Veja — O senhor está com medo de morrer?

DARCY RIBEIRO — Não. Fugi do hospital para viver mais. Parece uma repetição do que aconteceu anos atrás quando, no exílio, descobri que tinha um câncer no pulmão. Os médicos me desenganaram e me deram só seis meses de vida. Agora, diagnosticaram um câncer na próstata, mas eles mesmos garantem que a sobrevida nesses casos é longa, dez anos, apesar da metástase. O problema maior foi uma pneumonia que eu peguei porque estava com as defesas imunológicas baixas em função da quimioterapia. Só não corro o risco de morrer de pneumonia dupla porque só tenho um pulmão.

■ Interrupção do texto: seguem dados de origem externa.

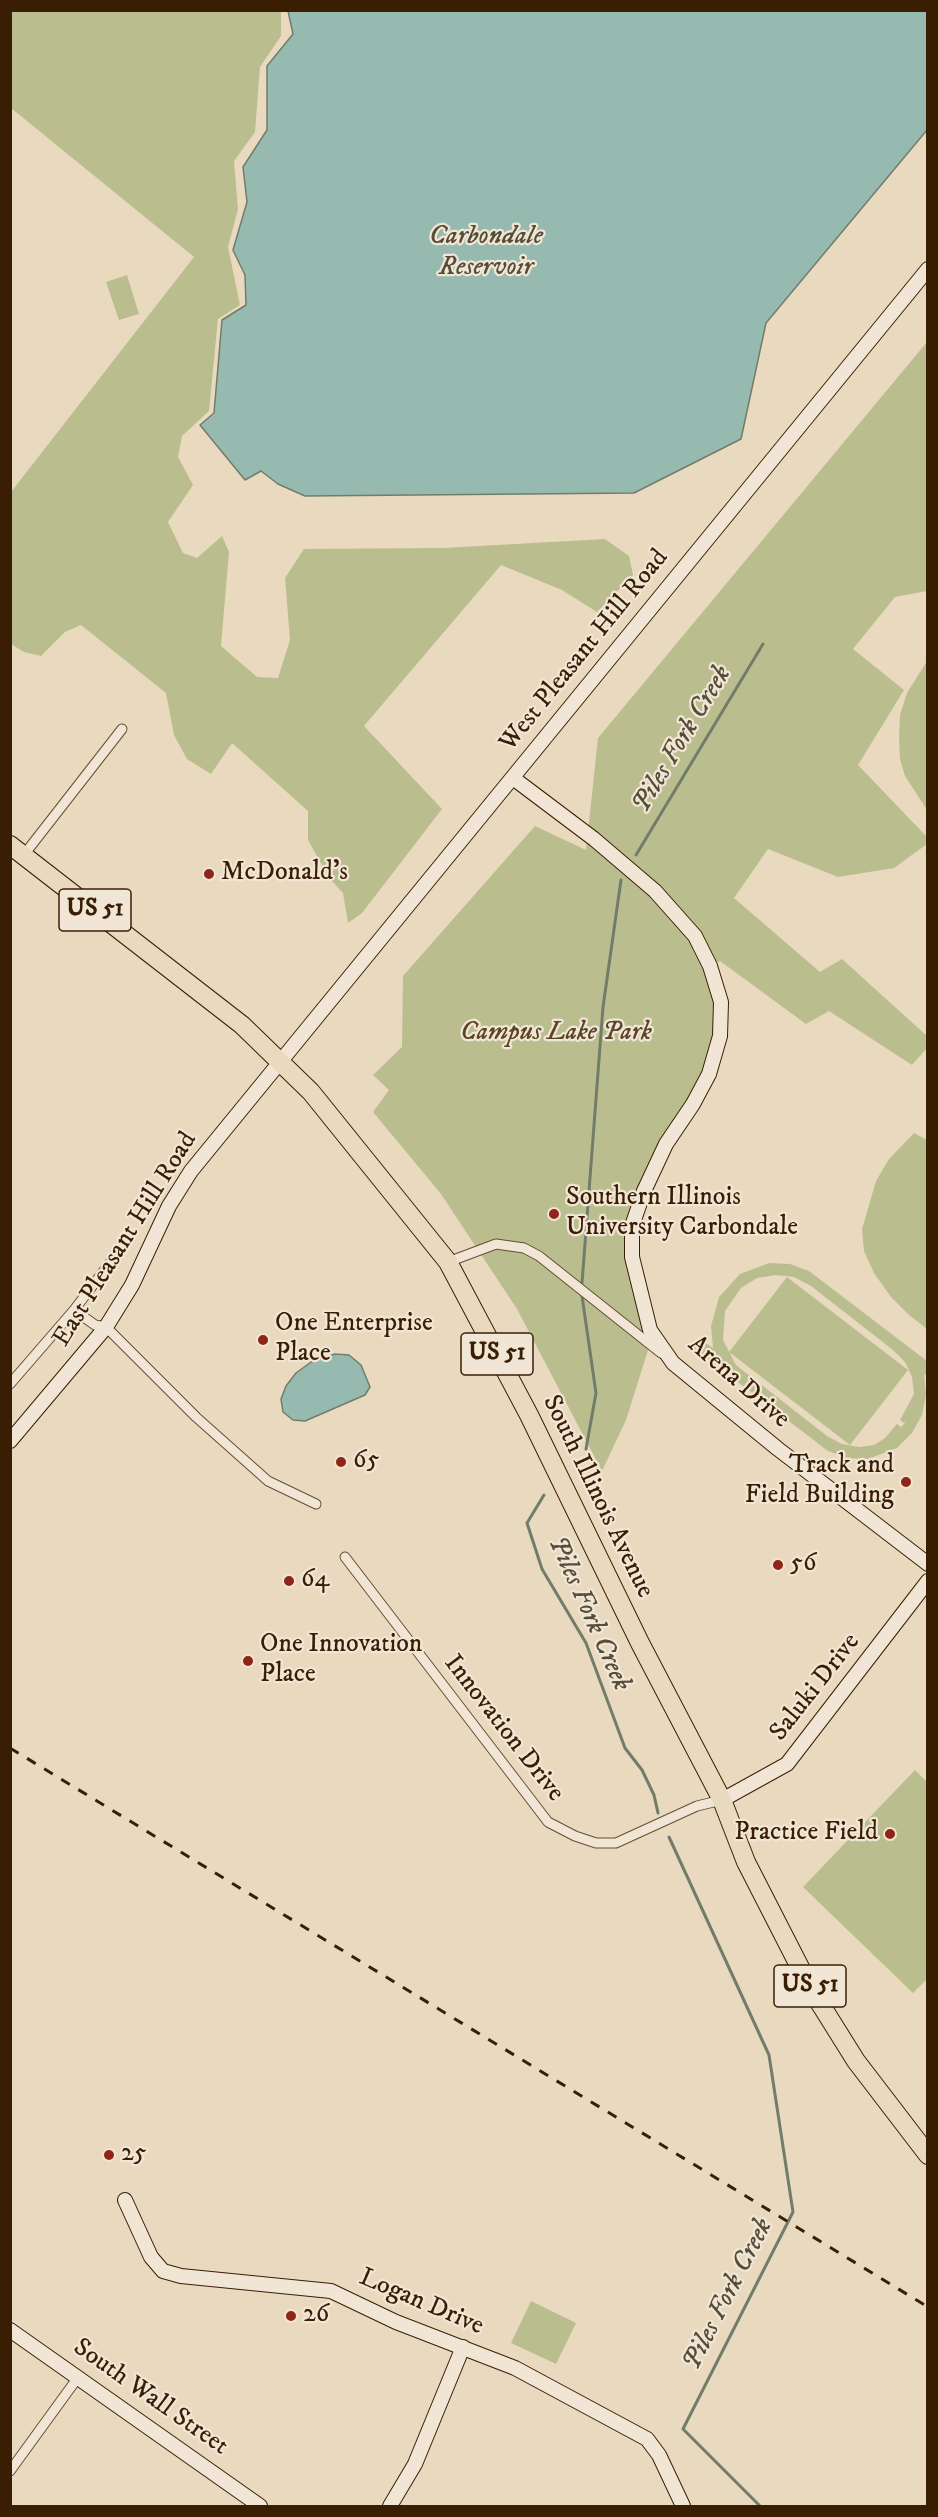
<!DOCTYPE html>
<style>
body{margin:0}
#map{position:relative;width:938px;height:2517px;overflow:hidden;background:#e9d9be;font-family:"IM FELL DW Pica",serif}
canvas{display:block}
.frame{position:absolute;inset:0;border:12px solid #3a1e04;pointer-events:none}
</style>
<div id="map">
<canvas width="938" height="2517"></canvas>
<div class="frame"></div>
</div>
<script>
const ctx = document.querySelector('canvas').getContext('2d');
ctx.lineJoin = 'round';
function paint(path, color) {
  ctx.fillStyle = color;
  ctx.fill(path, 'evenodd');
}
function shape(rows) {
  const path = new Path2D();
  for (const r of rows) {
    path.moveTo(r[0], r[1]);
    for (let i = 2; i < r.length; i += 2) path.lineTo(r[i], r[i + 1]);
  }
  return path;
}
function strokePath(path, color, width, dash) {
  ctx.strokeStyle = color;
  ctx.lineWidth = width;
  ctx.lineCap = dash ? 'butt' : 'round';
  ctx.setLineDash(dash || []);
  ctx.stroke(path);
}
function write(font, color, halo, rows, align = 'center') {
  ctx.font = font + ' "IM FELL DW Pica",serif';
  ctx.lineWidth = 4.5;
  ctx.setLineDash([]);
  ctx.textBaseline = 'middle';
  ctx.strokeStyle = halo;
  ctx.fillStyle = color;
  for (const [text, x, y, turn = 0] of rows) {
    ctx.save();
    ctx.translate(x, y);
    ctx.rotate((+turn || 0) * Math.PI / 180);
    ctx.textAlign = isNaN(turn) ? turn : align;
    if (halo) ctx.strokeText(text, 0, 0);
    ctx.fillText(text, 0, 0);
    ctx.restore();
  }
}
paint(shape([
 [10,11,281,11,281,36,260,67,255,132,234,161,238,209,228,247,240,305,218,319,209,411,182,436,178,457,193,485,168,522,183,553,197,558,222,536,229,552,221,646,257,677,278,678,290,640,285,578,304,549,443,548,605,539,629,556,633,575,597,612,562,590,501,565,364,726,442,809,362,913,348,923,343,893,330,879,308,840,308,811,232,743,211,774,187,759,174,735,166,693,81,625,65,632,41,656,24,652,11,644,11,492,194,257,11,108],
 [127,275,139,314,119,320,106,282],
 [927,342,927,591,895,597,853,649,904,690,858,765,927,837,927,844,894,868,838,877,768,849,734,898,820,972,842,959,927,1036,927,1048,912,1065,829,1011,806,1024,720,961,710,966,722,1018,693,1104,632,1226,650,1344,626,1420,602,1471,517,1309,441,1194,373,1112,389,1090,373,1075,402,1047,403,976,535,826,586,850,598,738],
 [927,661,927,810,905,776,900,759,899,737,900,715,907,693],
 [914,1133,927,1140,927,1329,909,1315,891,1297,874,1273,864,1251,862,1229,876,1181,889,1159],
 [769,1263,790,1264,809,1271,927,1361,927,1376,924,1374,926,1395,922,1415,912,1433,897,1448,868,1459,848,1458,828,1451,692,1347,699,1338,713,1348,711,1326,719,1297,740,1274],
 [776,1275,794,1277,811,1286,893,1350,905,1362,912,1377,914,1394,900,1420,904,1423,908,1419,899,1430,901,1427,897,1424,885,1438,874,1445,859,1447,842,1444,827,1436,736,1365,723,1340,725,1311,741,1288,757,1278],
 [787,1277,908,1370,850,1445,729,1352],
 [915,1770,927,1782,928,1978,913,1993,803,1887],
 [531,2301,576,2323,556,2364,511,2343]
]), '#babe8f');
const water = shape([
 [288,11,927,11,927,130,766,323,741,439,634,493,305,496,278,484,261,471,245,480,200,425,214,413,222,320,246,305,245,275,233,250,247,202,243,167,267,130,267,66,293,34,288,11],
 [335,1354,349,1355,361,1365,370,1387,365,1395,305,1421,293,1420,283,1412,281,1399,286,1386,296,1373,311,1362,335,1354]
]);
paint(water, '#97bab0');
strokePath(water, '#727c6b', 1.5);
strokePath(shape([
 [636,855,763,644],
 [582,1283,603,1007,621,880],
 [582,1296,596,1393,586,1449],
 [544,1495,527,1523,542,1569,586,1643,625,1748,642,1770,654,1795,658,1813],
 [669,1837,769,2055,793,2212,683,2429,760,2506]
]), '#727c6b', 3);
const street = shape([
 [23,856,122,729],
 [448,1262,496,1244,524,1248,539,1256,661,1353],
 [74,1310,95,1325,106,1327,196,1417,268,1481,316,1504],
 [10,1384,74,1310,116,1255],
 [345,1557,548,1822,575,1836,596,1843,616,1843,697,1806,722,1800],
 [10,2471,79,2376]
]);
const secondary = shape([
 [513,778,594,839,655,891,695,936,710,966,721,1002,720,1036,709,1074,693,1104,666,1144,644,1191,632,1226,632,1257,650,1330,673,1363,778,1449,928,1564],
 [10,1441,106,1327,132,1285,169,1206,191,1171,928,269],
 [722,1800,787,1764,928,1581],
 [125,2200,151,2257,163,2271,181,2276,331,2291,396,2322,515,2368,647,2439,659,2455,683,2506],
 [10,2330,260,2506],
 [390,2506,415,2464,463,2347]
]);
const highway = shape([
 [10,845,242,1025,311,1092,448,1262,529,1415,640,1643,722,1800,746,1862,811,1989,856,2061,928,2155]
]);
strokePath(street, '#664d32', 11);
strokePath(secondary, '#3a1e04', 16);
strokePath(highway, '#3a1e04', 20);
strokePath(street, '#f1e6d5', 9);
strokePath(secondary, '#f1e6d5', 14);
strokePath(highway, '#e9d9be', 18);
strokePath(shape([
 [10,1748,928,2307]
]), '#3a1e04', 3, [10, 10]);
for (const [x, y, r, color] of [
 [209,874,6,"#8f2418"],
 [554,1214,6,"#8f2418"],
 [263,1340,6,"#8f2418"],
 [341,1462,6,"#8f2418"],
 [906,1482,6,"#8f2418"],
 [778,1565,6,"#8f2418"],
 [289,1581,6,"#8f2418"],
 [248,1661,6,"#8f2418"],
 [890,1834,6,"#8f2418"],
 [109,2155,6,"#8f2418"],
 [291,2316,6,"#8f2418"]
]) {
  const dot = new Path2D();
  dot.arc(x, y, r, 0, 2 * Math.PI);
  ctx.fillStyle = color;
  ctx.fill(dot);
  strokePath(dot, '#f1e6d5', 2);
}
for (const [x, y, w] of [
 [95,910,72],
 [497,1354,72],
 [810,1986,72]
]) {
  const box = new Path2D();
  box.roundRect(x - w / 2, y - 21, w, 42, 4.5);
  ctx.fillStyle = '#f1e6d5';
  ctx.fill(box);
  strokePath(box, '#3a1e04', 1.5);
}
write('bold 24px', '#3a1e04', null, [
 ["US 51",95,910],
 ["US 51",497,1354],
 ["US 51",810,1986]
]);
write('26px', '#3a1e04', '#f1e6d5', [
 ["West Pleasant Hill Road",585,651,-51],
 ["East Pleasant Hill Road",126,1240,-58],
 ["Arena Drive",738,1383,41],
 ["South Illinois Avenue",597,1497,64],
 ["Saluki Drive",816,1688,-52],
 ["Innovation Drive",503,1729,52],
 ["Logan Drive",421,2303,23],
 ["South Wall Street",150,2398,35]
]);
write('26px', '#3a1e04', '#f1e6d5', [
 ["McDonald's",221,874],
 ["Southern Illinois",566,1199],
 ["University Carbondale",566,1229],
 ["One Enterprise",275,1325],
 ["Place",275,1355],
 ["65",353,1462],
 ["Track and",894,1467,"right"],
 ["Field Building",894,1497,"right"],
 ["56",790,1565],
 ["64",301,1581],
 ["One Innovation",260,1646],
 ["Place",260,1676],
 ["Practice Field",878,1834,"right"],
 ["25",121,2155],
 ["26",303,2316]
], 'left');
write('italic 26px', '#5a4627', '#f1e6d5', [
 ["Campus Lake Park",556,1034]
]);
write('italic 27px', '#564d38', '#f1e6d5', [
 ["Carbondale",486,237],
 ["Reservoir",486,268],
 ["Piles Fork Creek",683,740,-59],
 ["Piles Fork Creek",588,1614,66],
 ["Piles Fork Creek",729,2295,-63]
]);
</script>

Veja — Mas por que o senhor fugiu?

DARCY RIBEIRO — Passei 21 dias dopado. Não agüentava mais. Fiquei na sala da UTI com tubo no nariz, tubo na traquéia sangue, soro, gente chorando, gente gemendo. Um horror total. Disse ao médico que, se ele não me desse alta, eu iria embora. Ele não podia fazer isso, pois estava e estou em tratamento. Então, decidi fugir. Disse ao médico que ia passar o dia em casa e voltava. Um amigo me ajudou a arrumar uma cadeira de rodas e fui embora. O médico acabou reagindo muito bem, e disse que já esperava por isso.

Veja — Não é arriscado?

DARCY RIBEIRO — Aqui fica o espaço que eu mais gosto, a casa que o Niemeyer desenhou para min. De qualquer parte da casa, deitado ou sentado, você vê o mar. E é onde eu posso trabalhar tranqüilamente. Eu precisava acabar o livro A Gestação do Brasil. Há trinta anos que estou escrevendo esse livro. Estava angustiado e pensei: tenho de escrever esse livro antes de morrer. E já acabei. São 400 páginas. Dentro de uma semana, já estará pronto. Ele já estava em grande parte escrito, mas era preciso acertar as idéias.

Veja — Qual é a idéia central desse livro?

DARCY RIBEIRO — Minha vontade era mostrar como se gestou o povo brasileiro, como se juntarem índios, portugueses, franceses, negros, criando aqui uma população enorme falando tupi-guarani. Mostro, por exemplo, que foi o negro que civilizou o Brasil. Isso aconteceu porque os negros não tinham uma língua comum, cada um vinha de um lugar diferente na África, e então eles foram obrigados a aprender o português e difundi-lo.

Veja — Como o senhor define o Brasil?

DARCY RIBEIRO — O Brasil é a melhor província e o melhor povo do mundo para fazer um país. Mas é muito difícil. É muito fácil fazer uma Austrália. Basta caçar uns ingleses e holandeses, jogar no mato e mandar matar os índios e pedir que repitam a paisagem inglesa. No caso do Brasil, não. É a partir de 6 milhões de índios desfeitos, 12 milhões de negros desafricanizados e a partir de uns poucos milhares de portugueses que se refaz um povo, um gênero novo de gente que nunca existiu. Gente que procura sua vez, tem enormes potencialidades mas que ainda não encontrou o seu destino.

Veja — Se essas potencialidades são tão grandes, por que temos tantas dificuldades?

DARCY RIBEIRO — Nosso problema é continuar existindo para os outros e não existir para nós. Fomos criados para produzir açúcar que adoçava a boca do europeu, o ouro que o enriquecia e continuamos produzindo a soja para engordar porco na Alemanha. Enquanto não fizermos o país existir para si, nós seremos um país-problema. Os Estados Unidos sabem mais ou menos o que eles vão ser no ano 2100. E têm uma idéia do que convém a eles que o Brasil seja. Nós não temos essa idéia.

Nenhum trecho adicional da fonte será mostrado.